Farming “isn’t quite as strange as it might have been and people understand the value of it,” the 33-year-old said.
Even the concept of a young Jewish farmer is becoming “a little less out there,” Rosen added.
That's helped by the fact that at least four nonprofit Jewish farms have cropped up across the country over the past decade, not to mention a host of environmental groups, educational retreats, community gardens and eco-themed programming at summer camps.

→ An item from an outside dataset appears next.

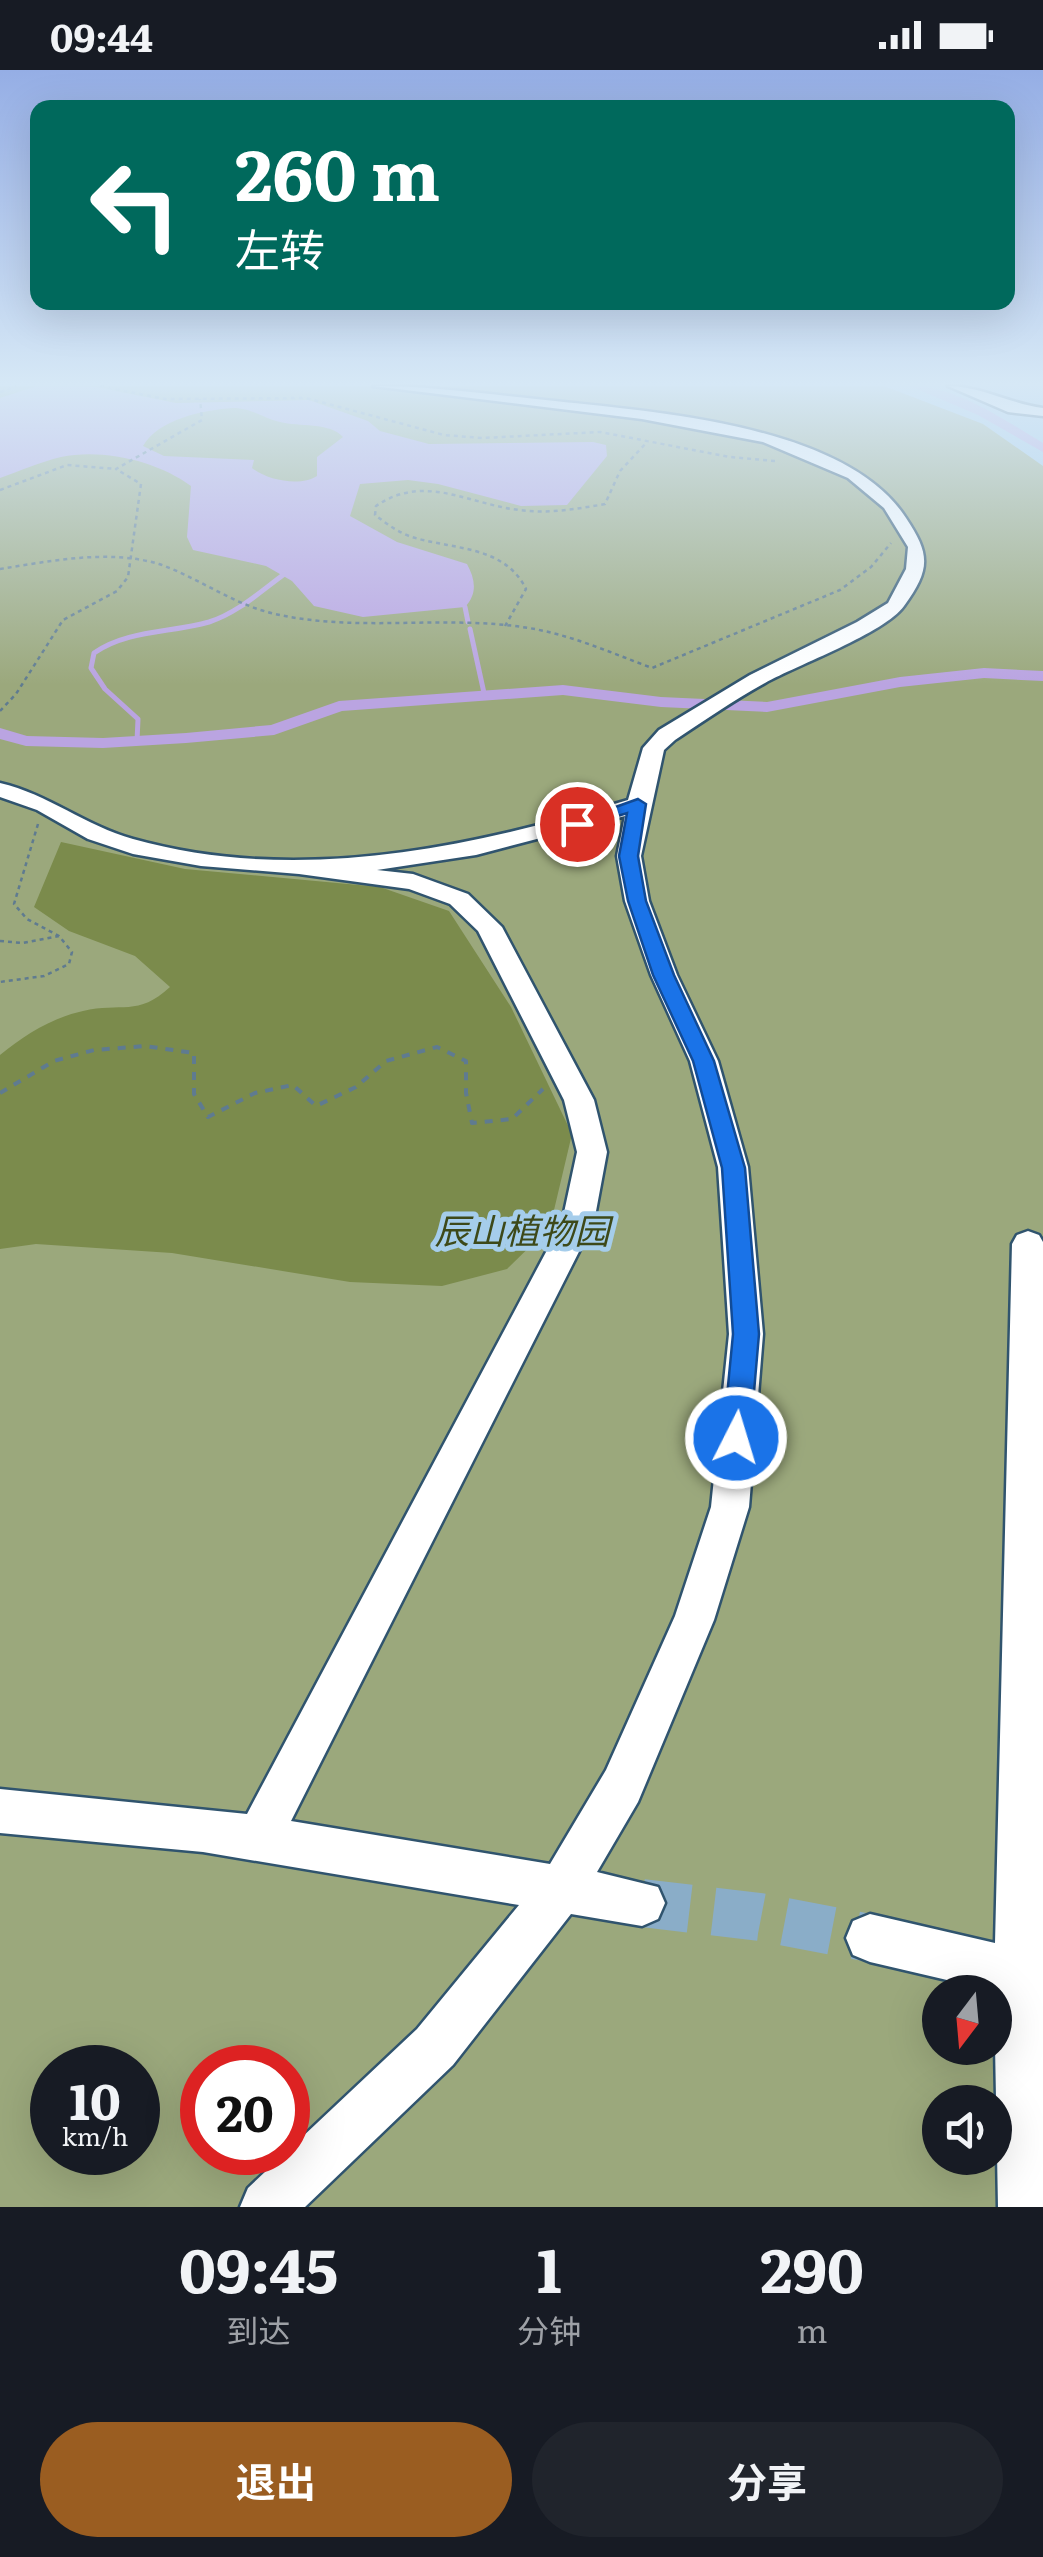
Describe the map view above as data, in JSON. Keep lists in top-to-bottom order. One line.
{"parks":["辰山植物园"],"north":"bottom","page":{"status":"09:44","turn":["260 m","左转"],"speed":"10 km/h","limit":"20","eta":["09:45","到达","1","分钟","290","m"],"buttons":["退出","分享"]}}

“Our goal is not to produce a whole new generation of Jewish organic farmers, though it's exciting to see that some people are taking on that path,” said Sarah Chandler, 33, associate director of Adamah, a three-month fellowship held at the Isabella Freedman Retreat Center in Connecticut. “What's more exciting is someone who goes on to graduate school and then helps their synagogue,” start a garden or Community Supported Agriculture program.
Farming is the vehicle; leadership, spirituality and intentional living the intended by-products, Chandler said.
“What we’re doing is connecting the dots between experiential learning and Jewish tradition,” added 33-year-old Philadelphia native Nati Passow, co-founder of the Jewish Farm School, which runs an immersive apprenticeship at Eden Village Camp in New York as well as occasional programs elsewhere around this region. Farming has proven to be an “effective and transformative way of engaging young people in Judaism and also in the larger environmental movement.”
While Rosen’s farm doesn’t have any explicit connection to Judaism, she and a handful of other Jewish farmers in the area credit their religious upbringing as a major influence on their career path. That’s especially prescient around this time of year as the harvest festival of Sukkot approaches, this season beginning at sundown on Sept. 30. The holiday harks back to some 2,000 years ago, before Jews pulled away from agriculture in favor of jobs as merchants, artisans, moneylenders or other trades requiring education that the Christian majority permitted them to pursue.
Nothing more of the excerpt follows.